The way I see it, I am doing all the right things. All the steps depend on the proper steps, and best of all, the other zig build commands like run and test and what have you, all work fine.

Except this does not work. And I could not figure out.

Running this would dutifully go through the loop properly, as I was able to verify by inserting a few prints, but the commands do not run. And asking for help on the Discord only led me into StackOverflow-esque answers that I am not interested in repeating.

Asking for help on Ziggit actually gave me enough info to understand the real problem. This reply in particular answered the dilemma for me.

Do you know where the two phases of the build system are mentioned in the Official Build System Documentation and Intro? Because I cannot find it. It is mentioned in passing in the documentation of some methods like getPath3 and run, but with no proper explanation.

Anyway, it clicked, and I was able to use the user provided options to insert the needed details.

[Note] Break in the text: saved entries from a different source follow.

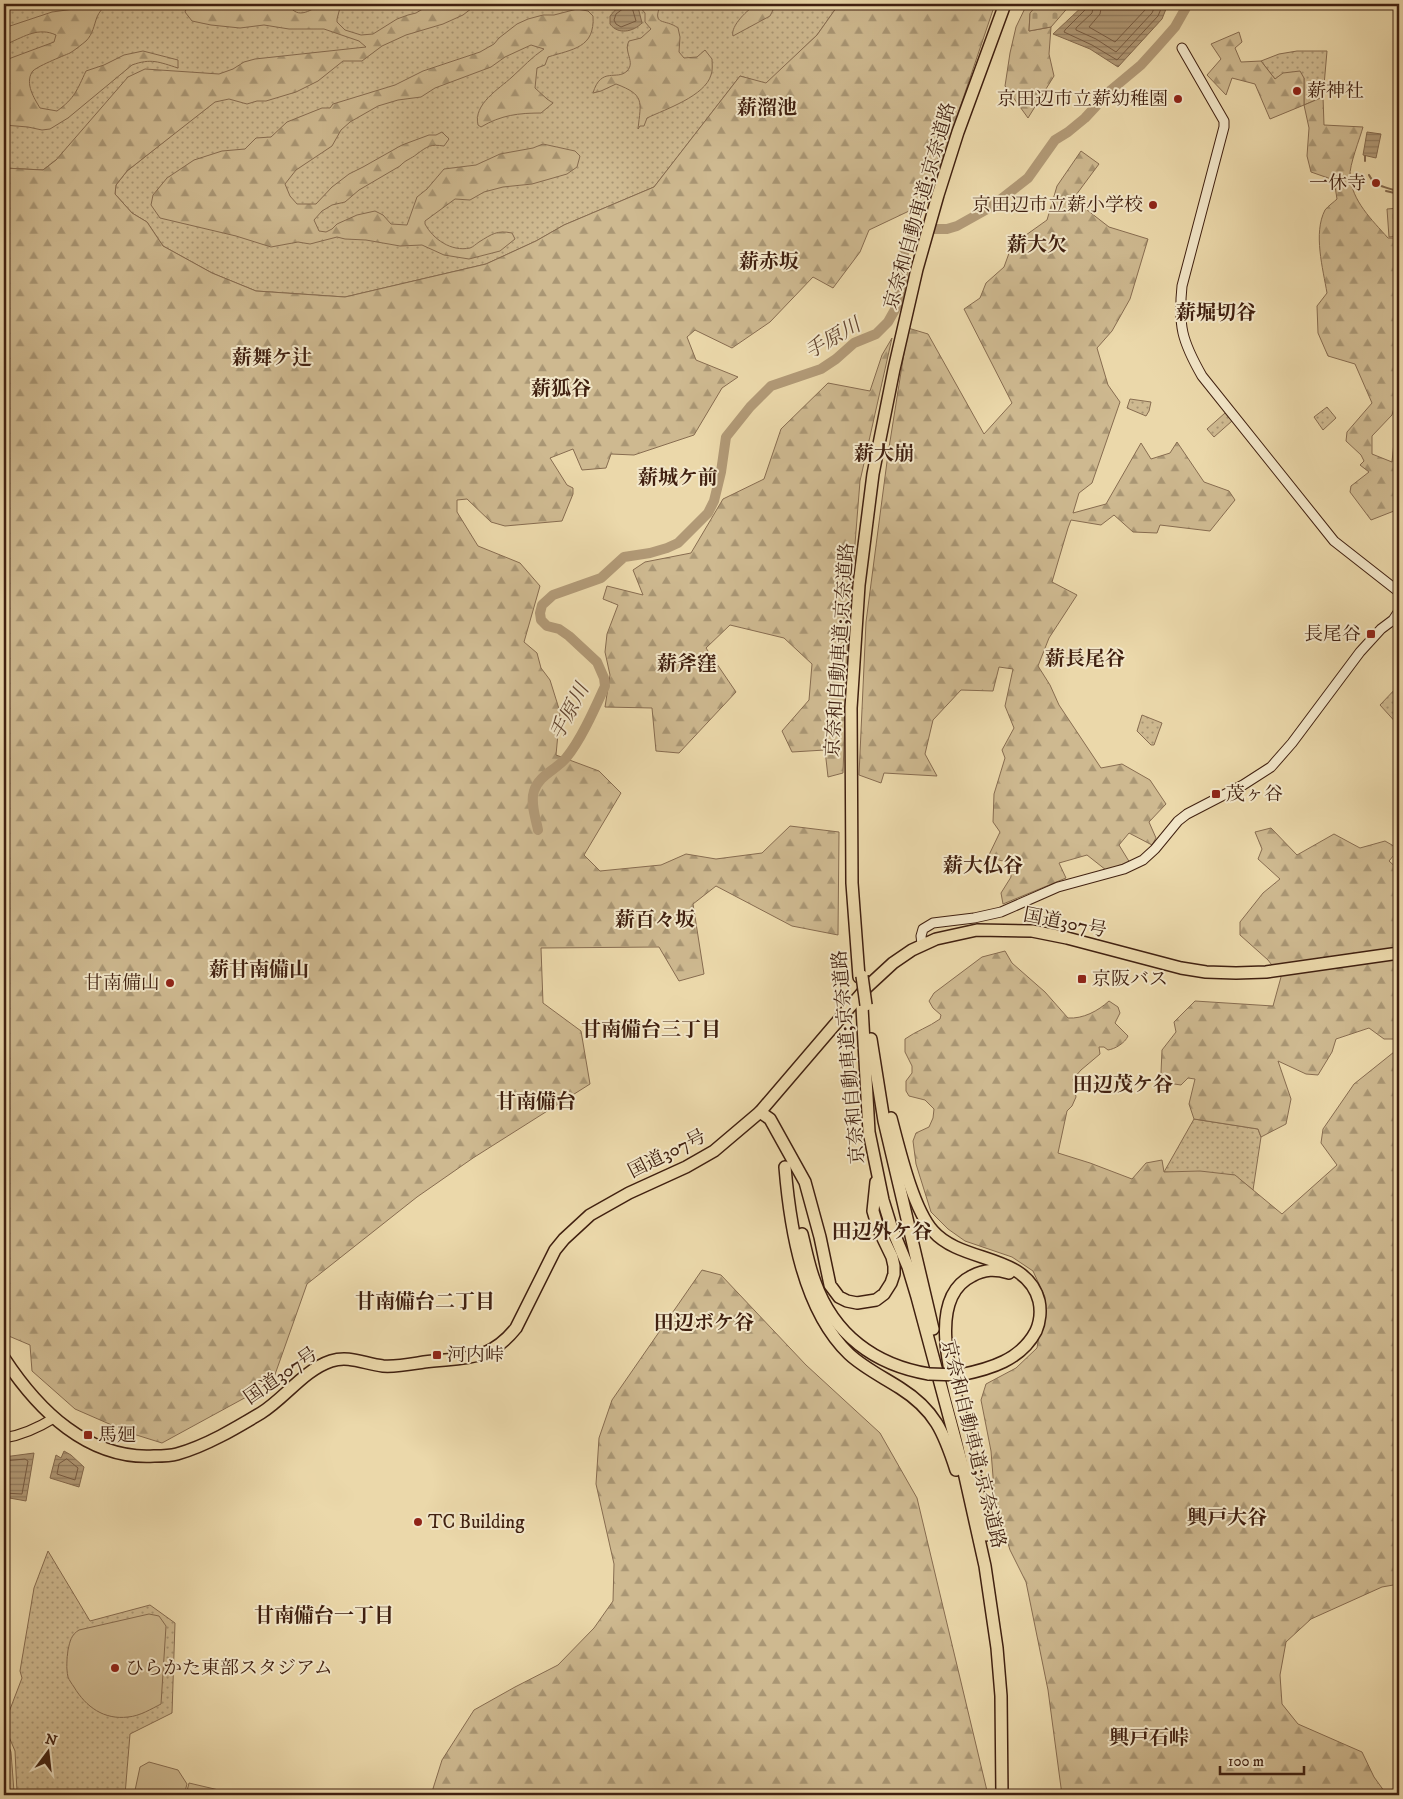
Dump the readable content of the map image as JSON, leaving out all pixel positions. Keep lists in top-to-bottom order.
{
  "streets": {
    "highway": ["京奈和自動車道;京奈道路", "国道307号"]
  },
  "districts": [
    "薪溜池",
    "薪大欠",
    "薪赤坂",
    "薪堀切谷",
    "薪舞ケ辻",
    "薪狐谷",
    "薪大崩",
    "薪城ケ前",
    "薪長尾谷",
    "薪斧窪",
    "薪大仏谷",
    "薪百々坂",
    "薪甘南備山",
    "甘南備台三丁目",
    "田辺茂ケ谷",
    "甘南備台",
    "田辺外ケ谷",
    "甘南備台二丁目",
    "田辺ボケ谷",
    "興戸大谷",
    "甘南備台一丁目",
    "興戸石峠"
  ],
  "water": ["手原川"],
  "places": {
    "other": [
      "薪神社",
      "京田辺市立薪幼稚園",
      "一休寺",
      "京田辺市立薪小学校",
      "甘南備山",
      "TC Building",
      "ひらかた東部スタジアム"
    ],
    "transit": [
      "長尾谷",
      "茂ヶ谷",
      "京阪バス",
      "河内峠",
      "馬廻"
    ]
  },
  "scale_bar": "100 m",
  "north": "top"
}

{ // `zig build eye` command
    const eye_step = b.step("eye", "Eye test all the files in a given directory");

    if (b.option(std.Build.LazyPath, "folder", "Path to eye")) |lazy| {
        // same logic as before, more or less
        try walk_tree(b, exe, eye_step, lazy);
    } else {
        // *this* step, and only this one would fail
        // if the `folder` option is not set, because it
        // depends on `fail` only if the path does not exist
        const fail = b.addFail("folder needed for eye");
        eye_step.dependOn(&fail.step);
    }
}

b.option creates a new argument for the user of the build system. This way, if the argument is present, the directory tree is walked and the proper dependencies are added to the eye command. If it is not, then the eye command will fail.

Other commands are unchanged and unaffected. The only difference from my first envisioning it is the way it is called, which I am not happy with, but eh. Pick your battles.

zig build eye -Dfolder="./c_files/" -- --parse

And it works exactly like I wanted. It calls bat on every file in a given directory followed by paella at the given stage, allowing for a quick eye test between the two. I'd paste the whole output here but I will settle for one file.

File: multiple_if.c
1 int main(void) {
2     int a = 0;
3     int b = 0;
4
5     if (a)
6         a = 2;
7     else
8         a = 3;
9
10     if (b)
11         b = 4;
12     else
13         b = 5;
14
15     return a + b;
16 }
PROGRAM
	FUNCTION main
		int a <- 0;
		int b <- 0;
		IF a
			a <- 2;
		ELSE
			a <- 3;
		IF b
			b <- 4;
		ELSE
			b <- 5;
		RETURN (+ a b)
================================

Automatic Formatting

While mucking around in the documentation I discovered a nice addFmt method that is there to check for proper formatting in CI, but can just format the code for you. Adding these two lines pretty much anywhere in the file formatted everything every time I zig build.

const fmt_step = b.addFmt(.{ .paths = &.{"./"} });
exe.step.dependOn(&fmt_step.step);

Internal Representation

Now is the time to get on with new IR generation. Similarly to lat chapter, no new instructions need be appended. So after the IR generation stage, it is done. Short chapter all around.

Generating the IR for if statements is straightforward, with a slight complication around the optional else statement.

.@"if" => |c| {
    const cond = try expr_emit_ir(bp, c.cond);
    const else_label = try bp.make_temporary("else");
    try bp.append(.{ .jump_z = .{ .cond = cond, .target = else_label } });
    try stmt_emit_ir(bp, c.then);
    if (c.@"else") |@"else"| {
        const end_label = try bp.make_temporary("end");
        try bp.append(.{ .jump = end_label });
        try bp.append(.{ .label = else_label });
        try stmt_emit_ir(bp, @"else");
        try bp.append(.{ .label = end_label });
    } else try bp.append(.{ .label = else_label });
},

For conditional expressions, it is much of the same, except expr_emit_ir is called instead and its value is returned, and there is no optional else clause.

.ternary => |t| {
    const else_label = try bp.make_temporary("else");
    const end_label = try bp.make_temporary("end");
    const dst_name = try bp.make_temporary("ter");
    const dst: ir.Value = .{ .variable = dst_name };

    const cond = try expr_emit_ir(bp, t.@"0");
    try bp.append(.{ .jump_z = .{ .cond = cond, .target = else_label } });
    const then = try expr_emit_ir(bp, t.@"1");
    try bp.append(.{ .copy = .init(then, dst) });

    try bp.append(.{ .jump = end_label });
    try bp.append(.{ .label = else_label });

    const else_ = try expr_emit_ir(bp, t.@"2");
    try bp.append(.{ .copy = .init(else_, dst) });

    try bp.append(.{ .label = end_label });

    return dst;
},

And that's it. I do not even have to run the intermediate codepaths as no changes to instructions or assembly generation this chapter. There is a small extra credit of implementing goto, but I am skipping extra credit this time.

Lessons Learned

Not to repeat ranting at Zig's documentation, but I definitely now understand Zig's build system at a deeper level than before.